Conservative commentator John Solomon, who joined the White House staff last month and was seated in the East Room for Trump’s speech, later told MS NOW “the intelligence community has zero evidence that someone has flipped – that a foreign power flipped – a vote in 2020, ’22 or ’24.”

But, he added, “We’re not through all the documents.”

President Donald Trump began Thursday night with a stark warning about what he described as flaws in the voting system and said he was releasing previously classified documents related to the 2020 and 2018 elections, when he lost the presidential election and when his party suffered losses.

Trump’s speech presented allegations of interference and influence in ways that lacked key context and did not produce evidence that votes had been manipulated or that the election outcome had been altered.

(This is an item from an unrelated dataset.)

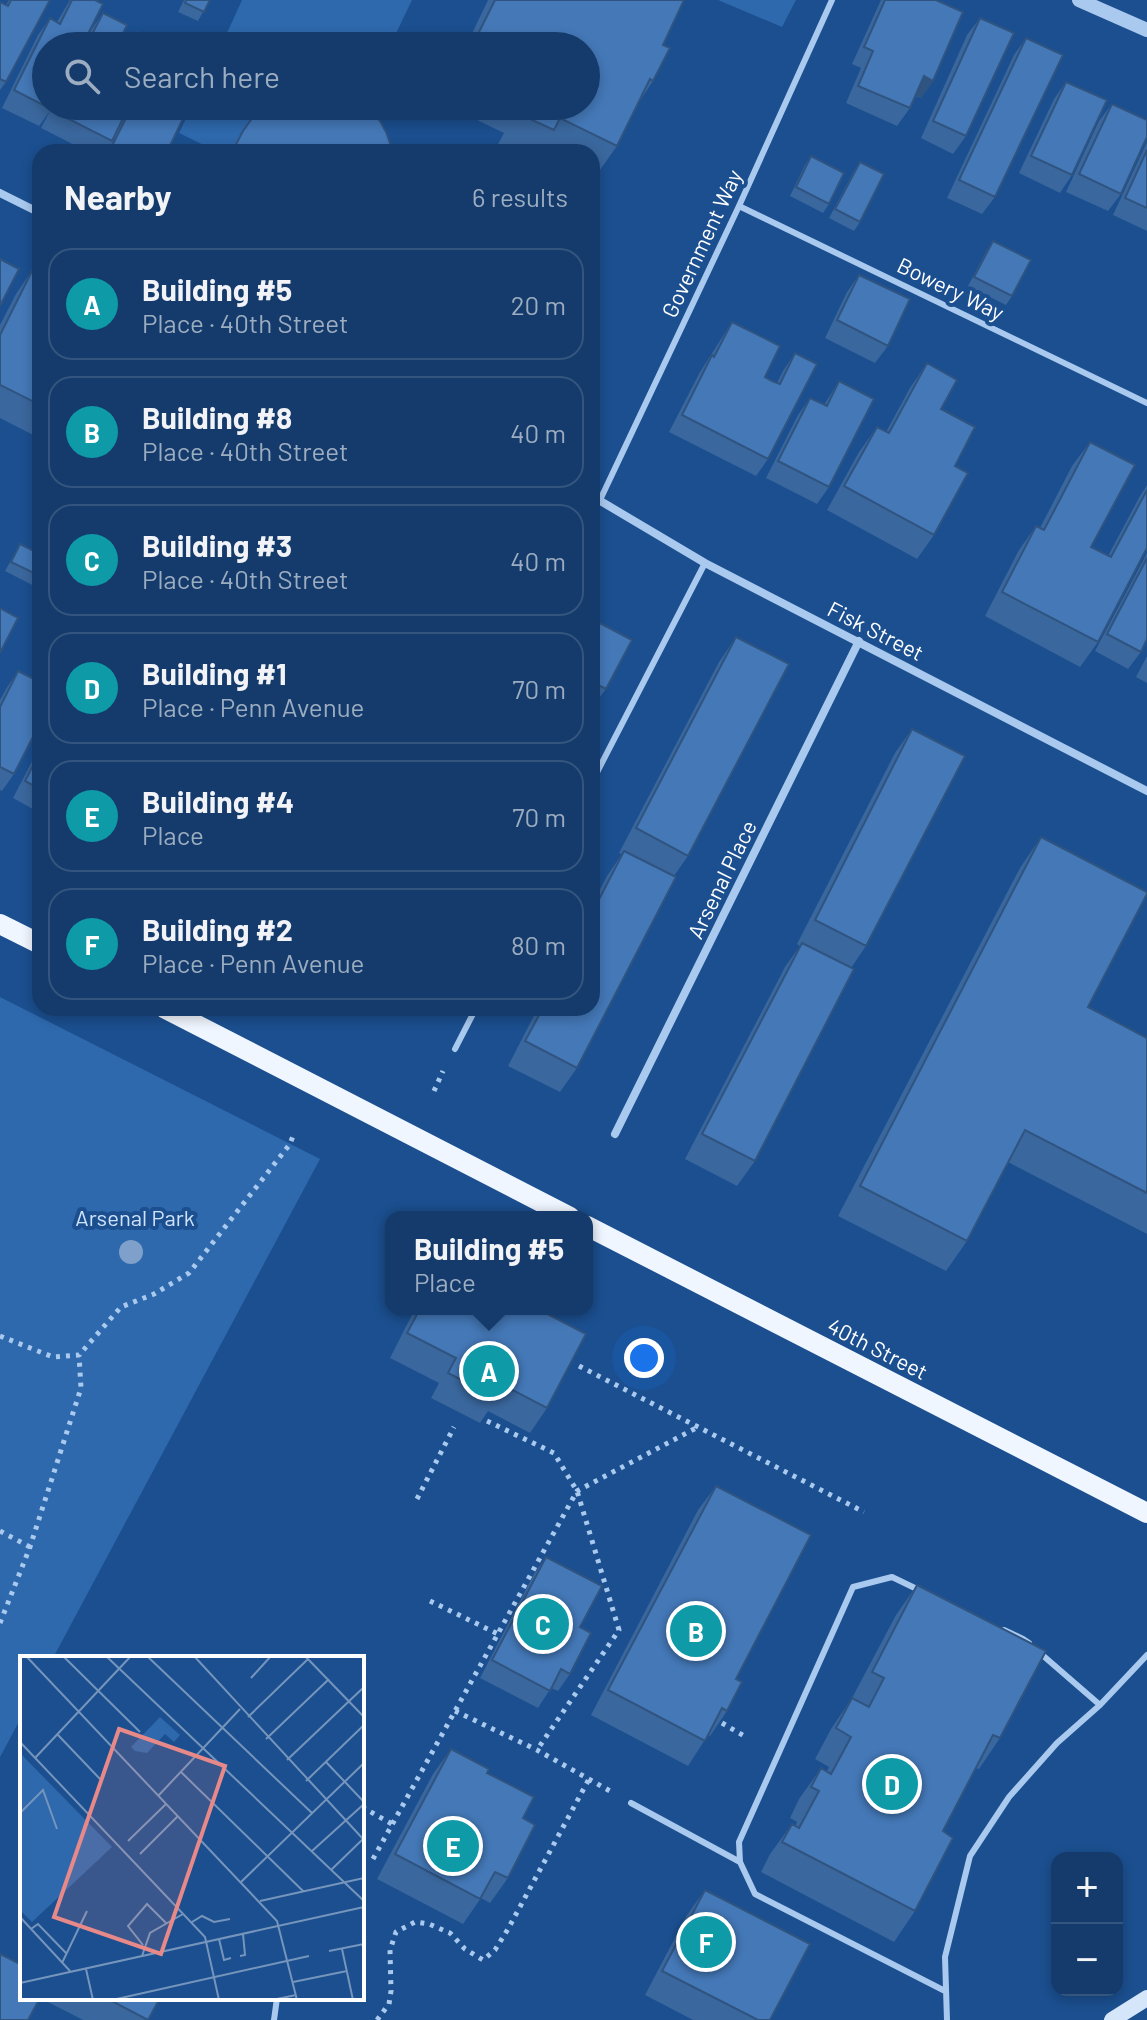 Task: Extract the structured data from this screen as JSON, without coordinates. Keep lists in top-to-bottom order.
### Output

Notably, he focused on China but glossed over Russia, a country intelligence officials have said favored Trump in 2016 and 2020 and engaged in wide-ranging influence campaigns aimed at boosting him over Democrat Joe Biden in the latter campaign.

A twice-elected president complained about his one personal defeat, alleged a cover-up by officials in his own first administration and surfaced claims about countries attempting to harm his own prospects while staying silent on steps taken by other nations to boost him.

Trump used the remarks to justify his push to pass a strict voter ID bill in Congress that hasn’t advanced because it lacks enough support from his fellow Republicans.

“America is back and doing really well, but we still have a major challenge that must be urgently addressed, because no country can be great without fair and honest elections,” he said.